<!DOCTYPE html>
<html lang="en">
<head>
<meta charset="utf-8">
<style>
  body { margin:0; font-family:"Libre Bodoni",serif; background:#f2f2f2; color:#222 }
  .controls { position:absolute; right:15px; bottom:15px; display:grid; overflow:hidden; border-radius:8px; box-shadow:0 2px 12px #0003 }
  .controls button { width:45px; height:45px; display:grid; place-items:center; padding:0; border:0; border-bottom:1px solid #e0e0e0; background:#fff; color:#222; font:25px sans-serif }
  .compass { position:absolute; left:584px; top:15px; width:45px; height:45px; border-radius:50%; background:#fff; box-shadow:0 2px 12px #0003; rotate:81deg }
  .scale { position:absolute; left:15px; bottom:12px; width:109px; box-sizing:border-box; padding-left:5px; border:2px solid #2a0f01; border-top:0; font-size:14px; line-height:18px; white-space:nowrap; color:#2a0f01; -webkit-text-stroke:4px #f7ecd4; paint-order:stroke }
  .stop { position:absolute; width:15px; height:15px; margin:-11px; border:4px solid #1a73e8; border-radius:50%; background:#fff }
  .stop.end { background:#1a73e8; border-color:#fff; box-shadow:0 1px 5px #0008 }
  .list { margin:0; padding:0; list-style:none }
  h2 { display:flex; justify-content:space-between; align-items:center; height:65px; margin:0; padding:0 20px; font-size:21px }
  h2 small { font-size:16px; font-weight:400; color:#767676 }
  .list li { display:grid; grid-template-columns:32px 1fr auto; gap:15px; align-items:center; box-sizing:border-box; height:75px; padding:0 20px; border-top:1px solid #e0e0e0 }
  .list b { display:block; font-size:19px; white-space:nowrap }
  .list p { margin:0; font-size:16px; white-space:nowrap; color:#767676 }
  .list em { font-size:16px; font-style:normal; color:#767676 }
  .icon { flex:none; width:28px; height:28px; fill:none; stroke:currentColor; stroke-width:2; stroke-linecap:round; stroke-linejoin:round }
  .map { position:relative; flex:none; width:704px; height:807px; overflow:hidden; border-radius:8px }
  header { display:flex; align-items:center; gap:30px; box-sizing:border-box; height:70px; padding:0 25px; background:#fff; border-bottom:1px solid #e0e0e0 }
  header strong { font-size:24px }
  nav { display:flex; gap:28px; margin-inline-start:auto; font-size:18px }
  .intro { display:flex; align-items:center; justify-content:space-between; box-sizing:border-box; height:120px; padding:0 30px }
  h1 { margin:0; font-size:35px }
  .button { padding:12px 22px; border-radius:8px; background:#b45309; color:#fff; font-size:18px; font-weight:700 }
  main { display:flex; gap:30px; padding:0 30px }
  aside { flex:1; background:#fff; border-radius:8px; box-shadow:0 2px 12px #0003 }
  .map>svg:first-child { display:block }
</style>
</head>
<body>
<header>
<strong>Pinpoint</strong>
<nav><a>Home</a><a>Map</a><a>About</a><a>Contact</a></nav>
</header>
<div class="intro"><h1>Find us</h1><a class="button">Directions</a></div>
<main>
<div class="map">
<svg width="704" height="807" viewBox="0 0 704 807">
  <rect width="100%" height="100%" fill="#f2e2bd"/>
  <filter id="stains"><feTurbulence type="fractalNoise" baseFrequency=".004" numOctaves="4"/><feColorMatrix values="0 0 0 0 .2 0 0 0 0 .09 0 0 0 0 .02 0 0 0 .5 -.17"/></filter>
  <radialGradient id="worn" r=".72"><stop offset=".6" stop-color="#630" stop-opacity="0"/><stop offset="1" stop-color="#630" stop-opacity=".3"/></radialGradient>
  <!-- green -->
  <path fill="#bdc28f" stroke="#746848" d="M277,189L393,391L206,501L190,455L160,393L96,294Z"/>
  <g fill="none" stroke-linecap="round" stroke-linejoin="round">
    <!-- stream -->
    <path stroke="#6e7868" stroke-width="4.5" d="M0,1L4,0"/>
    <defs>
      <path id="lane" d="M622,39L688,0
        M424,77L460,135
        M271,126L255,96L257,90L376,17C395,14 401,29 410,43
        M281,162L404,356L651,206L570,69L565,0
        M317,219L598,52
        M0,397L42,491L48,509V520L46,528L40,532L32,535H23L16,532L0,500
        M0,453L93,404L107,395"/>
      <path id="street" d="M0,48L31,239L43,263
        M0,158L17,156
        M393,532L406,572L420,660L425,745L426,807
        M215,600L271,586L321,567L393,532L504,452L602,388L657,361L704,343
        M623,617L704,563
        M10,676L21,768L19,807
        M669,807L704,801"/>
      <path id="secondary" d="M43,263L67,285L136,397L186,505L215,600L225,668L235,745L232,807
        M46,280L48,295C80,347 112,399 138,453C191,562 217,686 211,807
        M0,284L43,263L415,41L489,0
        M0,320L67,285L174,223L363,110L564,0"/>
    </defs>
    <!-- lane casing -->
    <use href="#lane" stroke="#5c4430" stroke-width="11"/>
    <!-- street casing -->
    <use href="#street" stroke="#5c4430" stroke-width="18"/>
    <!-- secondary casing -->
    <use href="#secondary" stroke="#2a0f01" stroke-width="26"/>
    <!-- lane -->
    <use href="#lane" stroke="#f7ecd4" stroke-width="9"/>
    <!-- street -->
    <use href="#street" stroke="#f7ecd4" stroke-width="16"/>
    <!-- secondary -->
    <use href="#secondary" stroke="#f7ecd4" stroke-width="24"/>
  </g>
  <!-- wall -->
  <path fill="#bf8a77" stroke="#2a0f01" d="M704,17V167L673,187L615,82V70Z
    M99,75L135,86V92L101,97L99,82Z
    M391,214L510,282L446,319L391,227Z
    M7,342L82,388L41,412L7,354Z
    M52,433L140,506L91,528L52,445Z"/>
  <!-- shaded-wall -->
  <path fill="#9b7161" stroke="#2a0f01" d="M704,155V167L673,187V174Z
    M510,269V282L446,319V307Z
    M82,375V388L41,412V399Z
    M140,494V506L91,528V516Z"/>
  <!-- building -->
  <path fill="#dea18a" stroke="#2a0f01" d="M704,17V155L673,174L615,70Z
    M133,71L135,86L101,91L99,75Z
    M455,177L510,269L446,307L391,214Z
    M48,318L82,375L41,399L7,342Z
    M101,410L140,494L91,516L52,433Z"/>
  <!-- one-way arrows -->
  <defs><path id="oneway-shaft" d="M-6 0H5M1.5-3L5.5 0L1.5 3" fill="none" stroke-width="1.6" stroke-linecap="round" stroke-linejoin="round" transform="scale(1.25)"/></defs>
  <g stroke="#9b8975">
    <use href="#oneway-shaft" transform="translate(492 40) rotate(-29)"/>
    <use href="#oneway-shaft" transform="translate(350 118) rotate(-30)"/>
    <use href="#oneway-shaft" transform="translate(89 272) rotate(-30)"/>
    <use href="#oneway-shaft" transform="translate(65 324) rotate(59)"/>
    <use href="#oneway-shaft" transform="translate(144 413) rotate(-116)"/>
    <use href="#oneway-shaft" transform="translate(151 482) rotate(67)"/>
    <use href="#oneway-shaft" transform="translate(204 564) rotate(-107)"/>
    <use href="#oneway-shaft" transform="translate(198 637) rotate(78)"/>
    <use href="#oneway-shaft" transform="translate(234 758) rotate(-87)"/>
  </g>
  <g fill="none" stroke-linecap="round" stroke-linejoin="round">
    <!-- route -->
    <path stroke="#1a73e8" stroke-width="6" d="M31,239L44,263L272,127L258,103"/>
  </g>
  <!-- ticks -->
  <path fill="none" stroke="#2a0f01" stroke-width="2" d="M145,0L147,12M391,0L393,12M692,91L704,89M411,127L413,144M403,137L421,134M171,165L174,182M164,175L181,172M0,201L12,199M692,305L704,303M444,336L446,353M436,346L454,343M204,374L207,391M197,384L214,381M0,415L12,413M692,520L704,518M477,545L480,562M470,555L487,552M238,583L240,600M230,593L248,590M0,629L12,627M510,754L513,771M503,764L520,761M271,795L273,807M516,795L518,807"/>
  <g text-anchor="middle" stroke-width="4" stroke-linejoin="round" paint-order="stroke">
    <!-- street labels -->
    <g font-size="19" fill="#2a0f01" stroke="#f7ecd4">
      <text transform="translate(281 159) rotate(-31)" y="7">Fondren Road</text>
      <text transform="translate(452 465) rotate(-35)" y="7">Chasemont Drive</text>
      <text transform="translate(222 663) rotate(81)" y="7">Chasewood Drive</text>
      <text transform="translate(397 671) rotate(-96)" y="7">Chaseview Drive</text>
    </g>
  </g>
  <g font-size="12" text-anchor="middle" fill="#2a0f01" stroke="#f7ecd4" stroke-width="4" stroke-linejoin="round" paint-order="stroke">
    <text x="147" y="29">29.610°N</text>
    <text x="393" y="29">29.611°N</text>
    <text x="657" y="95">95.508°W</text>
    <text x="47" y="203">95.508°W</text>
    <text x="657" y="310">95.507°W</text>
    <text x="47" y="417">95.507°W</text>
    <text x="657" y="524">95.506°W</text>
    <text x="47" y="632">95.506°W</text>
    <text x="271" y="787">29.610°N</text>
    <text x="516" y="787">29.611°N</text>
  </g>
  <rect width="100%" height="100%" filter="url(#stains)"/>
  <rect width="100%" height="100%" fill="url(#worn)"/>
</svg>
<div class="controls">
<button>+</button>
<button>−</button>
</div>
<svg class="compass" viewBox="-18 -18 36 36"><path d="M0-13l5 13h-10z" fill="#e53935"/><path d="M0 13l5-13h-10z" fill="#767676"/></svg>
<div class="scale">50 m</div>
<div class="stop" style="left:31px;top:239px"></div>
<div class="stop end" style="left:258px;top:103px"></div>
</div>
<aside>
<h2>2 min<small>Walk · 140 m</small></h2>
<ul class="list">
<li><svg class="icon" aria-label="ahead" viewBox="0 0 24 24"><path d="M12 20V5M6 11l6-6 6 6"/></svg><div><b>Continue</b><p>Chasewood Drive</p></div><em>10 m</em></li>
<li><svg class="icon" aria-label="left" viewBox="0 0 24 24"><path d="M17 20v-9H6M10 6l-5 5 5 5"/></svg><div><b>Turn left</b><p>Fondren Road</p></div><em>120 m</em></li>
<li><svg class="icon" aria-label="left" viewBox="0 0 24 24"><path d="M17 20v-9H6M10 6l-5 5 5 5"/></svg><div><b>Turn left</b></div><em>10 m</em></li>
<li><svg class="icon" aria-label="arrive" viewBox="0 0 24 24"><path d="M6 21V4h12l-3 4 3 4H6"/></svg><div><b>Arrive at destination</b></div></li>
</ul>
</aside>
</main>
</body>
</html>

**THE PROBLEM:** Up to and including the line that contains "position:absolute; right:15px; bottom:15px;", restate word for word every line of the entries, starting from the first.

**ANSWER FOR THIS EXERCISE:**
<!DOCTYPE html>
<html lang="en">
<head>
<meta charset="utf-8">
<style>
  body { margin:0; font-family:"Libre Bodoni",serif; background:#f2f2f2; color:#222 }
  .controls { position:absolute; right:15px; bottom:15px; display:grid; overflow:hidden; border-radius:8px; box-shadow:0 2px 12px #0003 }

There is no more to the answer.